There were no home computers, no Internet, no iPods and no cellphones to get between our readers and us in 1978. Still, circulation dropped. The management was changed. Circulation dropped. We redesigned the paper. Circulation dropped. We tinkered with the product. Circulation dropped.
In the end, there was nothing left to do. Some 300 people lost their jobs, and Chicago lost a great newspaper.
The Daily News, in its best days, was a cutting-edge conscience in conservative Chicago, a husky, brawling town that wasn't always ready for reform. The paper stood fast against official incompetence and government corruption and stood tall for civil rights and the little guy. For years, the Daily News stubbornly held its price to a penny, so as to be affordable to laborers heading home from work.
It was one of the first newspapers to have foreign correspondents, to print photographs or to cover that new-fangled medium, radio. Its widely syndicated coverage won 13 Pulitzer Prizes, including three for meritorious public service.
The Daily News cultivated a limitless array of talent over a century, including Eugene Field, George Ade, Ben Hecht, Finley Peter Dunne, Carl Sandburg, Peter Lisagor, M.W. Newman, Lu Palmer, Lois Wille and our latter-day franchise player, Mike Royko.
The list is too long to print here. But the Daily News, in its classy way, printed the name of everyone working on the staff on the day the paper folded.
My name was on that list. It remains one of proudest, and saddest, moments of my life.
11 Comments:
I didn't see this the first time, but worth repeating. Hard to believe it has been 33 years since CDN closed up. Thanks for the memory, though bittersweet.
Add Sydney J. Harris to the list of reporters and columnnists. He was "required reading" in college...Illinois Wesleyan in Bloomington, Illinois
Why didn't they move delivery to AM?
Company could not move CDN to AM cycle because it already published the Chicago Sun-Times.

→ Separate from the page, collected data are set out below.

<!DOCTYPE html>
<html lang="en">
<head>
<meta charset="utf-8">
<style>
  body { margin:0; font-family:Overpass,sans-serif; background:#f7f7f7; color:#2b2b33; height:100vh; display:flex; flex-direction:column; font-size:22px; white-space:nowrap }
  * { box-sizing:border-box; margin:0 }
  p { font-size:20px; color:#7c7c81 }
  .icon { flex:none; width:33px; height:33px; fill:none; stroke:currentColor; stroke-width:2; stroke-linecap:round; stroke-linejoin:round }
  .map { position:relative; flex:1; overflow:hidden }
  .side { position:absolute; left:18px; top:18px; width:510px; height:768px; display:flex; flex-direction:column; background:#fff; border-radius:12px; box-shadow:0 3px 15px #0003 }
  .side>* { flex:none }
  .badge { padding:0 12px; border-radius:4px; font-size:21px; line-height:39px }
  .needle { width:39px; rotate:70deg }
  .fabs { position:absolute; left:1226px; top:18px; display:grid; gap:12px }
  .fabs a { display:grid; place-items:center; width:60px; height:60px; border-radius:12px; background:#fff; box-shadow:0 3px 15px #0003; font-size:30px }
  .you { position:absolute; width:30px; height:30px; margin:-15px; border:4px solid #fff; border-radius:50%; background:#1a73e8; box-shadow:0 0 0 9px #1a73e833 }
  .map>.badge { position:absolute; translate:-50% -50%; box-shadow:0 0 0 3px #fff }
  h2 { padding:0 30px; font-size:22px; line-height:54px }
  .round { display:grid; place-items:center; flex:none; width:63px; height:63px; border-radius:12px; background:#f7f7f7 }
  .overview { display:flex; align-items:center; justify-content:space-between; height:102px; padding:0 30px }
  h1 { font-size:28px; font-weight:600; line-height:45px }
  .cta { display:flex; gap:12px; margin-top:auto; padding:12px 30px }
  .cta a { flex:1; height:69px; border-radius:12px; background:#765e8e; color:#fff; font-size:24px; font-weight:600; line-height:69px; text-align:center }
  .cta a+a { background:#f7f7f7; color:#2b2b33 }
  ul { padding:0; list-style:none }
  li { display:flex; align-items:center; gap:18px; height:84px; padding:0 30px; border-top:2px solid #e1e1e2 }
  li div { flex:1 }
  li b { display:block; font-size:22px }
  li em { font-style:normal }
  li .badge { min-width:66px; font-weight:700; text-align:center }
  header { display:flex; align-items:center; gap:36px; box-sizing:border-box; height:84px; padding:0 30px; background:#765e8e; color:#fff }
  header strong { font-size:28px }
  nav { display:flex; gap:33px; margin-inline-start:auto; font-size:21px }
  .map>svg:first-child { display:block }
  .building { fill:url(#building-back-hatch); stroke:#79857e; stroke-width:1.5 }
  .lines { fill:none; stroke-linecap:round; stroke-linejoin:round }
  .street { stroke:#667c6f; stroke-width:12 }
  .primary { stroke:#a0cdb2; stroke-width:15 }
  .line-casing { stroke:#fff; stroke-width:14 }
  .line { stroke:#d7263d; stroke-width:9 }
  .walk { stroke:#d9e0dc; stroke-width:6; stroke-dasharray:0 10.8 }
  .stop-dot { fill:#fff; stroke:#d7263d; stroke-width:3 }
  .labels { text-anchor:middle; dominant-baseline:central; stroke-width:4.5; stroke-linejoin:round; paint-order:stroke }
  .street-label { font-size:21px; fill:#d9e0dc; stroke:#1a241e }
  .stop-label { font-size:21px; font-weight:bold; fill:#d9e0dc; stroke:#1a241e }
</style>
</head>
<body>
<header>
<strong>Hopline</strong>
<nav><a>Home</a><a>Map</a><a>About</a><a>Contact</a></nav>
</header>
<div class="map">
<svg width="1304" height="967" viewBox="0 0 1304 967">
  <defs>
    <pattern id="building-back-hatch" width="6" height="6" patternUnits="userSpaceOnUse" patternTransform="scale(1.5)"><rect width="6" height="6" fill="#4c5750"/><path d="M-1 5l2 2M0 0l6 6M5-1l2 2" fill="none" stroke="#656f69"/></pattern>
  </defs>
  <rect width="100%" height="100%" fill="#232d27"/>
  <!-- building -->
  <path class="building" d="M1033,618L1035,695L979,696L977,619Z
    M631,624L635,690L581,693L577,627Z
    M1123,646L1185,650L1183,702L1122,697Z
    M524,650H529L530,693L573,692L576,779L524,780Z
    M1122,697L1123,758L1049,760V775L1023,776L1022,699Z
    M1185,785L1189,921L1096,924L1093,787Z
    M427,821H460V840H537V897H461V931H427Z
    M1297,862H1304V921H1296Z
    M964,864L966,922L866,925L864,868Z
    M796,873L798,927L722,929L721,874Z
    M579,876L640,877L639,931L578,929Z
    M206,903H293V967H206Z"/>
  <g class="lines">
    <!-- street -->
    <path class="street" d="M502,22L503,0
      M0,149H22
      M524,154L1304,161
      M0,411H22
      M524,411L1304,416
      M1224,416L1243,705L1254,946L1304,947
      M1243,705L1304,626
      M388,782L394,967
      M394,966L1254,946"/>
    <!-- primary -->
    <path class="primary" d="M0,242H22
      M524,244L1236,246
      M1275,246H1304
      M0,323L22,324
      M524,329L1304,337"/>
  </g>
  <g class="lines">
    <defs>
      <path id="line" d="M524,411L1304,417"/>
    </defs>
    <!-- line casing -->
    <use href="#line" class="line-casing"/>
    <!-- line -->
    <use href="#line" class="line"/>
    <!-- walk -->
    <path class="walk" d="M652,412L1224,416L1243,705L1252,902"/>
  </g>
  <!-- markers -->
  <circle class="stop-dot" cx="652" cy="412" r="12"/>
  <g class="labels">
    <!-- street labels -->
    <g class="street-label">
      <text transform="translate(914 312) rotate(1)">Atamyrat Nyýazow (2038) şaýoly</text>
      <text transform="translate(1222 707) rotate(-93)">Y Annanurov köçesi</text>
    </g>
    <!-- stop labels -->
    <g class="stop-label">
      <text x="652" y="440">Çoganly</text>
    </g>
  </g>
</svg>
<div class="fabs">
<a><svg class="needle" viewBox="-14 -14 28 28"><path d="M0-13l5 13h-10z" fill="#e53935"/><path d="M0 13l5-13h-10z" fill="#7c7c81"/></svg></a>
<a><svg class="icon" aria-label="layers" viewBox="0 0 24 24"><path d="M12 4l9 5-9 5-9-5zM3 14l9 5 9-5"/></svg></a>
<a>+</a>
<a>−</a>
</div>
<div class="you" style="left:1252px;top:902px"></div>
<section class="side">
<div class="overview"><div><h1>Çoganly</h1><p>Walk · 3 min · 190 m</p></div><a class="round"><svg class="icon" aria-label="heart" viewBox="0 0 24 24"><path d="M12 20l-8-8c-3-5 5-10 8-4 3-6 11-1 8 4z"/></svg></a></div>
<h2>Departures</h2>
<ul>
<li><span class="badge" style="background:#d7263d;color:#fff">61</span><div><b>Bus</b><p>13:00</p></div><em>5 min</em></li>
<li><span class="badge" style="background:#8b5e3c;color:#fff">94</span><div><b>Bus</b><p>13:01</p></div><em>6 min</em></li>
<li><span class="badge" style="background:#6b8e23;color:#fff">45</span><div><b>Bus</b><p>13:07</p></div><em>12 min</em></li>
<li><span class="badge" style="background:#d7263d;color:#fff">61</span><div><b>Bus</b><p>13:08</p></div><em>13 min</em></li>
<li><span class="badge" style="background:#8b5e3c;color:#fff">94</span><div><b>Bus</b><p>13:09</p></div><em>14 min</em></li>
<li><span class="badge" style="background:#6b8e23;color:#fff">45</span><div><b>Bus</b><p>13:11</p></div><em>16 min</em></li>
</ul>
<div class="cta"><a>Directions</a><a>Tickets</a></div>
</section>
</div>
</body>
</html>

I'm going to share this with the students in my class on the changing news industry @stonybrook. http://jrnteaching.wordpress.com/tag/journalism-247/
Alan,
Thanks for bringing a tear to my eye and joy to my soul for reminding us what "It" was like being a member of the Greatest Estate.
Abra
So where are you on this picture? We know you were younger!
David
So it wasn't the Evil Internet.
The product was not keeping up with the readers needs.
Nothing changes.
So it wasn't the Evil Internet.
The Newspaper didn't keep up with it's readers.
Biggest issue, Delivery method and timing.
some things never change.
Alan -
Great piece.
What's your view on the demise of the afternoon daily, which obviously took place long before Al Gore invented the internet?
1) Shrinking of manufacturing labor force?
2) Flight to the suburbs?
3) Competition with television evening news?
4) Other?
I've heard all cited, but haven't really seen any data-intensive analysis on the topic.
Thanks.
Alan, thanks for the photo and its long ribbon of attached memories. Field and his executives lacked vision. Had they folded the CDN and CS-T together, the S-T as a bannered pull-out tab inside a full-page Daily News, the combo published on mornings, they could have united their readerships, sliced duplication costs and hammered the mighty Tribune 24/7, esp. in the suburbs coveted by upscale advertisers. The result would have been ultra-Chicago and a great experiment in sibling survival. But probably not a life-saver for today's bottom line, which races to new bottoms.